Problem to solve:
Every line of the records below that holds the word "labels" should be copied out.

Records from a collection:
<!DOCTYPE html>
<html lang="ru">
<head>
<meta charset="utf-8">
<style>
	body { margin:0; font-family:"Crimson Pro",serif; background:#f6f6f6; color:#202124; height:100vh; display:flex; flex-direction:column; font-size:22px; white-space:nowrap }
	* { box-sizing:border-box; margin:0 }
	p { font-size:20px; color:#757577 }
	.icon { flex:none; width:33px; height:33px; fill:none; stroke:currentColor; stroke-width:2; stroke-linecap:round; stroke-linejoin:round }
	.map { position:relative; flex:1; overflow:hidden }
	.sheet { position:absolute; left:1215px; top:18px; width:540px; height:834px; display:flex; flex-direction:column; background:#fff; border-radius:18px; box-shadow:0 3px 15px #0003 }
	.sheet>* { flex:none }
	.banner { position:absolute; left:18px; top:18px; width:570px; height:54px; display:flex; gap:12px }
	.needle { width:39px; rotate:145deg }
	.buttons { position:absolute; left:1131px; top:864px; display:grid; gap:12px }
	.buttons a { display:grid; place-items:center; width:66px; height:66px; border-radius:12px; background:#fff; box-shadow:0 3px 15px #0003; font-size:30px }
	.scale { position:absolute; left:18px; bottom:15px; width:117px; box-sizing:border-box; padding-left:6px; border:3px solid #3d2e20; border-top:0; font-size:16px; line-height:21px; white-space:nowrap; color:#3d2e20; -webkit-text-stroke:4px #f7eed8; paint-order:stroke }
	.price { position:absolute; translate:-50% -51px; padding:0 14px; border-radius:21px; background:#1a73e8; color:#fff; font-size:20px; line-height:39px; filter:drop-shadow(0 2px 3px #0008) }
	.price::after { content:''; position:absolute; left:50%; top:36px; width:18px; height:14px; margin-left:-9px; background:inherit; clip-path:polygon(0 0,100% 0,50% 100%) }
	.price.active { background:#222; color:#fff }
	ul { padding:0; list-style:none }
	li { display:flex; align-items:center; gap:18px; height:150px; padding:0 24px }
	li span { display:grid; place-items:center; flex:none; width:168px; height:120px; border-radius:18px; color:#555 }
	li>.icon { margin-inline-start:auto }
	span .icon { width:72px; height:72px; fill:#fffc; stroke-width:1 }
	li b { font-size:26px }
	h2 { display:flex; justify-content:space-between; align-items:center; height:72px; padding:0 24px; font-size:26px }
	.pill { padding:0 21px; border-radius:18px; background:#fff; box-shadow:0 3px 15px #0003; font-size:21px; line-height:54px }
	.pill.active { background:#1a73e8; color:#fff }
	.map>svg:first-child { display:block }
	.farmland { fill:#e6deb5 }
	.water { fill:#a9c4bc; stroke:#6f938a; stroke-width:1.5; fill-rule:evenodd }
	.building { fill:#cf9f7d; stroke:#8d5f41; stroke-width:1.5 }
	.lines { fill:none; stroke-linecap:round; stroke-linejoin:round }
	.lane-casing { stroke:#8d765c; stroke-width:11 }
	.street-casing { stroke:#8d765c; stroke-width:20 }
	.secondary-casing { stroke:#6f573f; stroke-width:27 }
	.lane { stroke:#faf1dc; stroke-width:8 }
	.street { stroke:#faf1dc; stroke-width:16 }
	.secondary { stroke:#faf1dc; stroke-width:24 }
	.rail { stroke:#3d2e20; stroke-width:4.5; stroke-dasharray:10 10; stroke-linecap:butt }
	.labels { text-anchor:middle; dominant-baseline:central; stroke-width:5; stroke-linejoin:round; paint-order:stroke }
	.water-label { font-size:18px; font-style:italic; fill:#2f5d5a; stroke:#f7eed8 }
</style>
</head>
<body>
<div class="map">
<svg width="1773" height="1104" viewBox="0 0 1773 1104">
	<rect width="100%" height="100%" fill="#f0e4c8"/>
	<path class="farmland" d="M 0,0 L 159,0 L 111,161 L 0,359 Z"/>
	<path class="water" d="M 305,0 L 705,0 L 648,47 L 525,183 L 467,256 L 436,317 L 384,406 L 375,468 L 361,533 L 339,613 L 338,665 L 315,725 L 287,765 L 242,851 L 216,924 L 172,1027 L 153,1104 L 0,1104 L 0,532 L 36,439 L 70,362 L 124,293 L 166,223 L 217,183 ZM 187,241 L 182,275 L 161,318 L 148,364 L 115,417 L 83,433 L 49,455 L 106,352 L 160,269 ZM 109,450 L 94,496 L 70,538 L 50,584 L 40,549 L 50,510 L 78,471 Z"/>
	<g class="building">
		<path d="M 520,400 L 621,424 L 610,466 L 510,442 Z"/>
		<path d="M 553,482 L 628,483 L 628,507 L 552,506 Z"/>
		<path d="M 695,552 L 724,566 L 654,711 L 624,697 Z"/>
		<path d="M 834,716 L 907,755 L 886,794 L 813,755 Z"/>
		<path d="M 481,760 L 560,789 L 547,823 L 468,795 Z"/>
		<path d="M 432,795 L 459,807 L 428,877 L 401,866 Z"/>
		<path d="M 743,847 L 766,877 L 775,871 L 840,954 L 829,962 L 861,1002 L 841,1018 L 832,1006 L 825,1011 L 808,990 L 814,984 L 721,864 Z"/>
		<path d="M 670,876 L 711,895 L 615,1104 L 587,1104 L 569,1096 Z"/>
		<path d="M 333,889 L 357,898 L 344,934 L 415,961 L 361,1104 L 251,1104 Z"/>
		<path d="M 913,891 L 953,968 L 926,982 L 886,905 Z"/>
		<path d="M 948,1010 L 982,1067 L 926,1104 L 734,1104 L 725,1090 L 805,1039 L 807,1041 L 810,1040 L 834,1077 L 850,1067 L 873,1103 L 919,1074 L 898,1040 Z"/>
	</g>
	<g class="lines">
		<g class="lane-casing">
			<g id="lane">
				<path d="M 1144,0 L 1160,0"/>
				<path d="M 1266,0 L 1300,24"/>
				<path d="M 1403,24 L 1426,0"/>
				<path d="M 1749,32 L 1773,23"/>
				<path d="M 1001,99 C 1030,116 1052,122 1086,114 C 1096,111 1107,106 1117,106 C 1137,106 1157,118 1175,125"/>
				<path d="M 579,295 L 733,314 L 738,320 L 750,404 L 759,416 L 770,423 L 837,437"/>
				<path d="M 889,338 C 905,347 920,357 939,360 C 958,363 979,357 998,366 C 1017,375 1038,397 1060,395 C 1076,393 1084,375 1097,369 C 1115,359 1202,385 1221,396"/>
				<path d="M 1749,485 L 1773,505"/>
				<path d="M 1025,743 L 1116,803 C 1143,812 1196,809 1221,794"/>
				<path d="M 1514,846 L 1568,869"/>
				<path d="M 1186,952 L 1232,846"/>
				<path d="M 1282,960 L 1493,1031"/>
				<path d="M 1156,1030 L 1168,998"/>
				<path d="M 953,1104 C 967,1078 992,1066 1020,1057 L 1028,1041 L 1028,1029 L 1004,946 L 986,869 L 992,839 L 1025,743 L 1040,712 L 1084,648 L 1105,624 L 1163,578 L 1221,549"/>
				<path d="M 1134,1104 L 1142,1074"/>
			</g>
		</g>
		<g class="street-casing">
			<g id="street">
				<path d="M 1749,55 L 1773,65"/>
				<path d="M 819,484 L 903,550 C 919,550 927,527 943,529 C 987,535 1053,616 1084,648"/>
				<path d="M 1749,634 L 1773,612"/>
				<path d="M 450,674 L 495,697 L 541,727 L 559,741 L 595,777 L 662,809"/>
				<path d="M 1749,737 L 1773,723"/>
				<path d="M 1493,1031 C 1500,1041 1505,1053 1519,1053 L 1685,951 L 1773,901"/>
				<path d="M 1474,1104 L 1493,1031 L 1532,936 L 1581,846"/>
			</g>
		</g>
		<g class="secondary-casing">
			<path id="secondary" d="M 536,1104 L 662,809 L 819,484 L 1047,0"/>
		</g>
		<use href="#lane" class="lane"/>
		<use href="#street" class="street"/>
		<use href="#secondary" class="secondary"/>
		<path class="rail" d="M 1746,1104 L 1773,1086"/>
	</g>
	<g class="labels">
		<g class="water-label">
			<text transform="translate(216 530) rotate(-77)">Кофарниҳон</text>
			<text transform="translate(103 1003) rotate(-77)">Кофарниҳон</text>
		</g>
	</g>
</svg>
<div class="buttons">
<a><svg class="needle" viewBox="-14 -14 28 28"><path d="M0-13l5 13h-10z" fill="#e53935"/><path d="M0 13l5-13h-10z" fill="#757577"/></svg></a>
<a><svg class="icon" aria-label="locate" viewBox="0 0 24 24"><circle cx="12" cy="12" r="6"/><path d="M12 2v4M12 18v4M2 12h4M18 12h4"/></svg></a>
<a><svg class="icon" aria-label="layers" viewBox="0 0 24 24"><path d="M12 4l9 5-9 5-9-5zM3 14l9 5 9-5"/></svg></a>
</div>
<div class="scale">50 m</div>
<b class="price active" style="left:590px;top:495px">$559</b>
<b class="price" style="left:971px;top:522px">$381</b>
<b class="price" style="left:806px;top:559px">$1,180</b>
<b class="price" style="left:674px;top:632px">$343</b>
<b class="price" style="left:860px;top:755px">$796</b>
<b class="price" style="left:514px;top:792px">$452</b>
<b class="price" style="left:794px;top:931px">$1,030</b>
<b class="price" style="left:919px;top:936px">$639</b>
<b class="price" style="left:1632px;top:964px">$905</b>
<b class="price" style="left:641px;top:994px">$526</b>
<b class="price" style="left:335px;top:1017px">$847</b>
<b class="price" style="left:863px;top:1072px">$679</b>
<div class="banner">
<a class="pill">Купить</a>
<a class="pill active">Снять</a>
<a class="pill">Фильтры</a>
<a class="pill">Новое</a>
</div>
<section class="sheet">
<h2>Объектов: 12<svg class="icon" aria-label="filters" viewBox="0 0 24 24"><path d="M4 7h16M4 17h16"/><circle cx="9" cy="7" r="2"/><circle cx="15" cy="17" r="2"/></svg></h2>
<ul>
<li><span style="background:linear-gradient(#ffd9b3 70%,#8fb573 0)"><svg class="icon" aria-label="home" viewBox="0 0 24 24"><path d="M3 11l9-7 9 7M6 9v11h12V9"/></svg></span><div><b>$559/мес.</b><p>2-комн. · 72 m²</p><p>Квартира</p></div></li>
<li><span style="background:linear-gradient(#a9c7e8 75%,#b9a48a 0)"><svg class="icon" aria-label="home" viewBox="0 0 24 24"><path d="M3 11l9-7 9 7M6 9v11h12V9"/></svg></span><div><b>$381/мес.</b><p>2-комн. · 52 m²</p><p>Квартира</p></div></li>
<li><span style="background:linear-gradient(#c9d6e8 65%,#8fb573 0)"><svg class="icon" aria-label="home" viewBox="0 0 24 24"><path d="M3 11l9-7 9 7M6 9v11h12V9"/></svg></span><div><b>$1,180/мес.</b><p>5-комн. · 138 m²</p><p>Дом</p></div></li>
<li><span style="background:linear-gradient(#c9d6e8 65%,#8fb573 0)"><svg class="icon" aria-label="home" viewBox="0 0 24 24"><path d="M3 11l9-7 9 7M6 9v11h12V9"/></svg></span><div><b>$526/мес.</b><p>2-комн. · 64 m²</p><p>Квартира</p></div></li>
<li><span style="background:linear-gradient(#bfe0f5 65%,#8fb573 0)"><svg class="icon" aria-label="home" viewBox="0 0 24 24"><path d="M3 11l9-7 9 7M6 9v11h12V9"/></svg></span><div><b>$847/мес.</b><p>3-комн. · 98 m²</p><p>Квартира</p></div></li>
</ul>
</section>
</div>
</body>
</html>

Solution for this exercise:
	.labels { text-anchor:middle; dominant-baseline:central; stroke-width:5; stroke-linejoin:round; paint-order:stroke }
	<g class="labels">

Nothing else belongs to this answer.